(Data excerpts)
Start of Block
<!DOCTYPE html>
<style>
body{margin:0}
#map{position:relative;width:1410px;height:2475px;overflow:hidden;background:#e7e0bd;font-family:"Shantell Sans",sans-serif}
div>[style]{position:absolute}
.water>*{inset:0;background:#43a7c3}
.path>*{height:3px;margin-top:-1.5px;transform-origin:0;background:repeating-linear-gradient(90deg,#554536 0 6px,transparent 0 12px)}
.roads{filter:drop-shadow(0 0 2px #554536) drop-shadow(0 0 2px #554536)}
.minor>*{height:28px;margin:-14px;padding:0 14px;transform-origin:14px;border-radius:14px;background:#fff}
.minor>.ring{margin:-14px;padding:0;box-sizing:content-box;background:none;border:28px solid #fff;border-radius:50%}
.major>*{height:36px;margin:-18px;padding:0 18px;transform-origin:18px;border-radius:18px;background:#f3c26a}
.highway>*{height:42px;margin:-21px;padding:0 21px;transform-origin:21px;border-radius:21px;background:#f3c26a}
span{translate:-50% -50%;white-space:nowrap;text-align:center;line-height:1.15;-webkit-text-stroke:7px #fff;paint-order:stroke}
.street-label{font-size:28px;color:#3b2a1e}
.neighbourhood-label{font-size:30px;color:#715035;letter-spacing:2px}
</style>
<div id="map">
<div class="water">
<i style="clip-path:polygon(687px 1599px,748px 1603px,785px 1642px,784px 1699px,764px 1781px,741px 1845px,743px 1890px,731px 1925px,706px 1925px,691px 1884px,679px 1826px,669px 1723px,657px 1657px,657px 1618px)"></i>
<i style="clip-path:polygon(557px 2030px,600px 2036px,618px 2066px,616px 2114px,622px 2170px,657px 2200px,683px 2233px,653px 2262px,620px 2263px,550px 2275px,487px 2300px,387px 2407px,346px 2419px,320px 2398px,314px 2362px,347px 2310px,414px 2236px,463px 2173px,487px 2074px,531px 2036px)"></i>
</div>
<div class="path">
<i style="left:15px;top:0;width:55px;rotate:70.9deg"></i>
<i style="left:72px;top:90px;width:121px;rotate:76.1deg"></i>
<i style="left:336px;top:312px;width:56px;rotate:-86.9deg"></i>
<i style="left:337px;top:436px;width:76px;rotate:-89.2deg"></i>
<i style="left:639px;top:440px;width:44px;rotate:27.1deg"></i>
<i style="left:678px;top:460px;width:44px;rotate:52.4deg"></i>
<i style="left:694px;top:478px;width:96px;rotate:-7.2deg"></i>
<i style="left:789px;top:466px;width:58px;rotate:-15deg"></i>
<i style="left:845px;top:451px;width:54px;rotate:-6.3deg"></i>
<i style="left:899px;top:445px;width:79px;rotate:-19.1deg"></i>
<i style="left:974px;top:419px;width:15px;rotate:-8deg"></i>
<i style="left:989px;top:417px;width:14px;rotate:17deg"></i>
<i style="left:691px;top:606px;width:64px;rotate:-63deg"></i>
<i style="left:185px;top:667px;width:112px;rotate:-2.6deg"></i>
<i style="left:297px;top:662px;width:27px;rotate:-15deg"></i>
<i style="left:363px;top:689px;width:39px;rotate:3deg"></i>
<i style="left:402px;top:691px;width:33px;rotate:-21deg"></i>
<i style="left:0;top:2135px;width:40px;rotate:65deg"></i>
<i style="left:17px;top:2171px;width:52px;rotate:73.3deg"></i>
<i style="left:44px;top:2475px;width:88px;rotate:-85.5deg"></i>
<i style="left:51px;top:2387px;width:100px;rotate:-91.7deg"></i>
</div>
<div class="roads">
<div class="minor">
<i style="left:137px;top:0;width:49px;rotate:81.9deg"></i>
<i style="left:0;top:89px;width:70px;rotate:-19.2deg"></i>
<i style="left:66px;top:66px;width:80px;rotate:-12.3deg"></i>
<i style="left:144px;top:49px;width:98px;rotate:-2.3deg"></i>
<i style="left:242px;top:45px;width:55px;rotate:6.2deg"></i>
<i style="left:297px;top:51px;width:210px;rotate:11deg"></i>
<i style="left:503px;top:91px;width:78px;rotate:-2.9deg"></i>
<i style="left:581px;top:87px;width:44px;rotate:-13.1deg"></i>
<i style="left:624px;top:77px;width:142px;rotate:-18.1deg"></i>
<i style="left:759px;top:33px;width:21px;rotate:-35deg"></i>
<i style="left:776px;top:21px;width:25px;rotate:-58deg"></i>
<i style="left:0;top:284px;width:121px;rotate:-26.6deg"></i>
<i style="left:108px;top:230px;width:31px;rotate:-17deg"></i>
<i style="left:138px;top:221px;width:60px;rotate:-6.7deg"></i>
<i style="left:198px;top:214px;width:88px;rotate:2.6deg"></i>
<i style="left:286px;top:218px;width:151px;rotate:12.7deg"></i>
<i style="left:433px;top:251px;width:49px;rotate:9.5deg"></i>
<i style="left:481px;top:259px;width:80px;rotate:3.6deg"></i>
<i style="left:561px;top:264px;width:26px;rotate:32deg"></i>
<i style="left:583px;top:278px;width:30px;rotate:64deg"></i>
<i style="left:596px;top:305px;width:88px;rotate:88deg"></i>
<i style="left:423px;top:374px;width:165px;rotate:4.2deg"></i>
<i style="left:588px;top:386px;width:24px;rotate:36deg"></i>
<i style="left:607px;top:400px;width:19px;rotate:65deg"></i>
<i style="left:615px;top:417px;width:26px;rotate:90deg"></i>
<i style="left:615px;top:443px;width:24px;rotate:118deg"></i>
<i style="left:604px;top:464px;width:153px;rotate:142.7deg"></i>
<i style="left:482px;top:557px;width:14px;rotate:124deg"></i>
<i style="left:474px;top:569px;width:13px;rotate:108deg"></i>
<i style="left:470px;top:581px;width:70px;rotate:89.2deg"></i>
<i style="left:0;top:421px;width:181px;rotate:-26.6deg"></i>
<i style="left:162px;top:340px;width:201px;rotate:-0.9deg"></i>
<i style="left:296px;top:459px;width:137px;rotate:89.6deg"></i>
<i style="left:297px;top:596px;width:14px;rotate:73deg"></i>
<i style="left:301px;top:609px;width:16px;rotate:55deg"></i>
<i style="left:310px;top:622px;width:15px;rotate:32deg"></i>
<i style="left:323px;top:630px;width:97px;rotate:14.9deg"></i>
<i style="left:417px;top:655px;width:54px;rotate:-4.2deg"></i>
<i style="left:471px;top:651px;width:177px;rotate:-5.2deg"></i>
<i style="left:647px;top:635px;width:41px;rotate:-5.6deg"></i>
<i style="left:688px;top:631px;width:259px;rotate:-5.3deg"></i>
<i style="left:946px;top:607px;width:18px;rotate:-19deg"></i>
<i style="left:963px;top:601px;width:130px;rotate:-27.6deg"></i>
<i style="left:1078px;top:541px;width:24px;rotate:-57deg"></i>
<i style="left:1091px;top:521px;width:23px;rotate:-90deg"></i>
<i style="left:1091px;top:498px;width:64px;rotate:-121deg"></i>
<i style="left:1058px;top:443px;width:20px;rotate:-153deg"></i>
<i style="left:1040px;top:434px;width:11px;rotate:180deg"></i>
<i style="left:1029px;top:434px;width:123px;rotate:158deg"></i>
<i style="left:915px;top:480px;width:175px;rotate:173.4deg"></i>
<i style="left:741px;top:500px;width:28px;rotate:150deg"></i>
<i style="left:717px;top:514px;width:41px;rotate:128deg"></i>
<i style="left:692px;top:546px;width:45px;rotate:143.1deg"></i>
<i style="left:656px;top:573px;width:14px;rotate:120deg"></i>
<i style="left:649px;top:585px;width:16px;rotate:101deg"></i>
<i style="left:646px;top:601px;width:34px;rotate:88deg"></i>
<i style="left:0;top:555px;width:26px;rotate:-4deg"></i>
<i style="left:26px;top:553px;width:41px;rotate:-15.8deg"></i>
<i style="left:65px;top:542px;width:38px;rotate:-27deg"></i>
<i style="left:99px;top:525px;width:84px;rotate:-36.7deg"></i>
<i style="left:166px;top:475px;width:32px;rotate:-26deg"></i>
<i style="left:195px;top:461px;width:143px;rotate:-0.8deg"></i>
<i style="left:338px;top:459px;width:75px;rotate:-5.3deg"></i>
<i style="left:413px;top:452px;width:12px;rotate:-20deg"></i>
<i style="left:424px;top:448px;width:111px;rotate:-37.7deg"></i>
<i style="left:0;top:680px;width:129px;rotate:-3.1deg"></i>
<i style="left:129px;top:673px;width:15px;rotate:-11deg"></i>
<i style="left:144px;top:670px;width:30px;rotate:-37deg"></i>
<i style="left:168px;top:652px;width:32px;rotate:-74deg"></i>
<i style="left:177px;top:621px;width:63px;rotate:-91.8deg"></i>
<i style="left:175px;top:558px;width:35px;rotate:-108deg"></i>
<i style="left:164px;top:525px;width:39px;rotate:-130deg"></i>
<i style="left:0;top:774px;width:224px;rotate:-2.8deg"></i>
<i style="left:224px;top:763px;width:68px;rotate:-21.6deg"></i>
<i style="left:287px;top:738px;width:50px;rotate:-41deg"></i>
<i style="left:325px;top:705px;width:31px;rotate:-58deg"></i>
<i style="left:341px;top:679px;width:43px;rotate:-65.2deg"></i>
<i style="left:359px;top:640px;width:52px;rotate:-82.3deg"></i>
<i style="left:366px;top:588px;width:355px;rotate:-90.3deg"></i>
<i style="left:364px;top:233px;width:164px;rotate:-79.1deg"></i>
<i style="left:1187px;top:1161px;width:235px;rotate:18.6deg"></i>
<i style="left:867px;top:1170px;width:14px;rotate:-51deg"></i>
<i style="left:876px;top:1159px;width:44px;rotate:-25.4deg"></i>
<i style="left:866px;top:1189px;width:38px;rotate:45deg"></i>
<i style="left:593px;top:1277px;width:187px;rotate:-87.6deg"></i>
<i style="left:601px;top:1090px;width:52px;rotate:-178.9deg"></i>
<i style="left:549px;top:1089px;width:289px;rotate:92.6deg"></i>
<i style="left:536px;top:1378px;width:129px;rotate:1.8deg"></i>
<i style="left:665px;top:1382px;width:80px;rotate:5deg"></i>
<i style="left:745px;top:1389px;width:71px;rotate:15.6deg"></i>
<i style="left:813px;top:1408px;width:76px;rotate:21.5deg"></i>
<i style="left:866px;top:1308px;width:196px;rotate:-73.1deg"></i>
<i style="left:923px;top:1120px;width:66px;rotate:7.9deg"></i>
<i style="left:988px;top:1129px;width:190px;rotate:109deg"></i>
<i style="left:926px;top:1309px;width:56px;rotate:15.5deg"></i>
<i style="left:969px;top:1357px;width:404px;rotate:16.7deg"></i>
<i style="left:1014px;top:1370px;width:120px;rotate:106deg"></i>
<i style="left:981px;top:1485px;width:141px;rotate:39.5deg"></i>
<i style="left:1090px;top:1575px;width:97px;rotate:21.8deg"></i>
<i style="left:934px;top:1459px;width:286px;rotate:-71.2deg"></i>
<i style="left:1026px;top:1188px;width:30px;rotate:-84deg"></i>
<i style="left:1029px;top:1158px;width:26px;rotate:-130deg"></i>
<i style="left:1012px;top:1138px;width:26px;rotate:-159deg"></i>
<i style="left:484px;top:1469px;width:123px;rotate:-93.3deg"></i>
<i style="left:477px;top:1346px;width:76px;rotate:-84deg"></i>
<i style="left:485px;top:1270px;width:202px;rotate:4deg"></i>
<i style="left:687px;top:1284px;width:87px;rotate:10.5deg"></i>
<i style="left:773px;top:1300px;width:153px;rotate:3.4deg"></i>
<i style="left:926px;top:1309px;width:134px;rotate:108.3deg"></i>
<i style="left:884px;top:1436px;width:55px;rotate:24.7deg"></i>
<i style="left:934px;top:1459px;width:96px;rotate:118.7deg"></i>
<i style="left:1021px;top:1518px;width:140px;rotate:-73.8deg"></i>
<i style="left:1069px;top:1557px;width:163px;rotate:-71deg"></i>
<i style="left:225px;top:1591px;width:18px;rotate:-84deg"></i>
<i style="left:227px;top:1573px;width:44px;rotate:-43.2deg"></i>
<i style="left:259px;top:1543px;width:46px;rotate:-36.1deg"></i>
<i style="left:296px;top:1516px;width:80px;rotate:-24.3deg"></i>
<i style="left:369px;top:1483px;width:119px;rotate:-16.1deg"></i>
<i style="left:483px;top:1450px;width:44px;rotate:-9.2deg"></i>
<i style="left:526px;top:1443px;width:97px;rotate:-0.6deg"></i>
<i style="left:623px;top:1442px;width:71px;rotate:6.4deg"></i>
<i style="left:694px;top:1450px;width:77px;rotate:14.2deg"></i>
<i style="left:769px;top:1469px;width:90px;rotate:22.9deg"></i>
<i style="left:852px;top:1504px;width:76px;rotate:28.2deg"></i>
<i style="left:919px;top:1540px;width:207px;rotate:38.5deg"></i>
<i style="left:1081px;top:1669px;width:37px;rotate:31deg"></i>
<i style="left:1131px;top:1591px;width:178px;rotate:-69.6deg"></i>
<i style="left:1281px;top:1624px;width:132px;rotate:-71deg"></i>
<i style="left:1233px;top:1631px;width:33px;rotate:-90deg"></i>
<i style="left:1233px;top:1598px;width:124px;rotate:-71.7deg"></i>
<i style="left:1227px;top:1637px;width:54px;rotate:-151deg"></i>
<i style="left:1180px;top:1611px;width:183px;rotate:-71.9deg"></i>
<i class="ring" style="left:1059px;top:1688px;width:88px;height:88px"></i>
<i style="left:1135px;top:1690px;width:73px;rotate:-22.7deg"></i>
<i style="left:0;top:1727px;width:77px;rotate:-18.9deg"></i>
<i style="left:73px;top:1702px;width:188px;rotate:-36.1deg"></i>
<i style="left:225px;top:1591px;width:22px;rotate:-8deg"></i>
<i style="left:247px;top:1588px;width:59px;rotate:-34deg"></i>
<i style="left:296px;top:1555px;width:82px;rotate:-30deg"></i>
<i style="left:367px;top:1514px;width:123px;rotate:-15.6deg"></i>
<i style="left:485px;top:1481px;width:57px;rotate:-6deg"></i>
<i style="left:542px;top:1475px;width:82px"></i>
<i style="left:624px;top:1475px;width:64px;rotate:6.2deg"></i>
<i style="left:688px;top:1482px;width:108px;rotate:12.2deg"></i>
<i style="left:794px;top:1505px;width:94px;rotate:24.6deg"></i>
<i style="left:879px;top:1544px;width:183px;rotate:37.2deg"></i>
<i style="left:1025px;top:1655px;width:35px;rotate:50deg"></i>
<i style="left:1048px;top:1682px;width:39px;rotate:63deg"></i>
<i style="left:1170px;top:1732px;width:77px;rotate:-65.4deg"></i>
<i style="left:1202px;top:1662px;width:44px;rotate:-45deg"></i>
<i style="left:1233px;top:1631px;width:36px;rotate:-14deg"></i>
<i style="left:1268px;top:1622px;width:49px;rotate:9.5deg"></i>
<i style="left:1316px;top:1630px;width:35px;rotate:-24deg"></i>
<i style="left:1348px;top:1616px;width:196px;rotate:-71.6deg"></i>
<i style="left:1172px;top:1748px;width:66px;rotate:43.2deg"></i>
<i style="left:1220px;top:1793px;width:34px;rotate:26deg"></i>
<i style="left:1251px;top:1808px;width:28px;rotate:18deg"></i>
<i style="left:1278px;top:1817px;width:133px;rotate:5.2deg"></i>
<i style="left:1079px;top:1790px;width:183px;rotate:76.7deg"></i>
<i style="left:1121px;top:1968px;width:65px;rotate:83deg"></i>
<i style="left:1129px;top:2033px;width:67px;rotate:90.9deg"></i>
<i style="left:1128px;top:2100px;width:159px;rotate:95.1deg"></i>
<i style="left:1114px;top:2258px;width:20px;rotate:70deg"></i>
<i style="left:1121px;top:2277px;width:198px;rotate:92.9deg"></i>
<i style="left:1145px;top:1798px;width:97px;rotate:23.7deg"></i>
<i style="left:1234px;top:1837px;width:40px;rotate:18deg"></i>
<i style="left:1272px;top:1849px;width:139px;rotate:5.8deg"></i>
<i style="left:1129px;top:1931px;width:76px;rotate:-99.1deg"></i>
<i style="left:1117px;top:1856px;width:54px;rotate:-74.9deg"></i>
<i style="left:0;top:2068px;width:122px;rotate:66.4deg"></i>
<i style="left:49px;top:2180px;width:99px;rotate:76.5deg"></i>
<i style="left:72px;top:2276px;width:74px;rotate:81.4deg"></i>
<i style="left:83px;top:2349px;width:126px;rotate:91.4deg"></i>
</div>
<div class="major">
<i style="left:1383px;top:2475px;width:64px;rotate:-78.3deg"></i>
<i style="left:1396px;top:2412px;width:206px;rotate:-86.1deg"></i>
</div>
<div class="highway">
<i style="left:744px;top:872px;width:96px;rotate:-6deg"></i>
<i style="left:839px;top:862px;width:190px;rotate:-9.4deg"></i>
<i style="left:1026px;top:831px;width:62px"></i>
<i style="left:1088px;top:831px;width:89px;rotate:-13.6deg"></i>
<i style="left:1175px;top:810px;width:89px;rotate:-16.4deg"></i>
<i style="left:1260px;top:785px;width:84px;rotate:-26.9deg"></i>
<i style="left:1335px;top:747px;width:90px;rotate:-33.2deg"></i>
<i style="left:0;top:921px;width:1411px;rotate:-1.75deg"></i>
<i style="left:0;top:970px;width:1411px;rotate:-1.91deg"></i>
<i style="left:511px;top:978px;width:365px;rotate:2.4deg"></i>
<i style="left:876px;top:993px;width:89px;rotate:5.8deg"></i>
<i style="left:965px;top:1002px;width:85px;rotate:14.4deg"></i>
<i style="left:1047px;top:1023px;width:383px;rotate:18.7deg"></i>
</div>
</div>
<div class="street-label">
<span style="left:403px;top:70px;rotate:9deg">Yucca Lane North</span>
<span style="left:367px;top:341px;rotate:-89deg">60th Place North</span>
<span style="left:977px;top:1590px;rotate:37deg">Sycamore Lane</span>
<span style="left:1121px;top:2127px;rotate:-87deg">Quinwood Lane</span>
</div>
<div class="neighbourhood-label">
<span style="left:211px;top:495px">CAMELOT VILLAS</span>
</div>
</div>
End of Block
Output each line exactly, from the first line of the data down to the line that contains "0 6px,transparent 0", both included.

EXERCISE SOLUTION:
<!DOCTYPE html>
<style>
body{margin:0}
#map{position:relative;width:1410px;height:2475px;overflow:hidden;background:#e7e0bd;font-family:"Shantell Sans",sans-serif}
div>[style]{position:absolute}
.water>*{inset:0;background:#43a7c3}
.path>*{height:3px;margin-top:-1.5px;transform-origin:0;background:repeating-linear-gradient(90deg,#554536 0 6px,transparent 0 12px)}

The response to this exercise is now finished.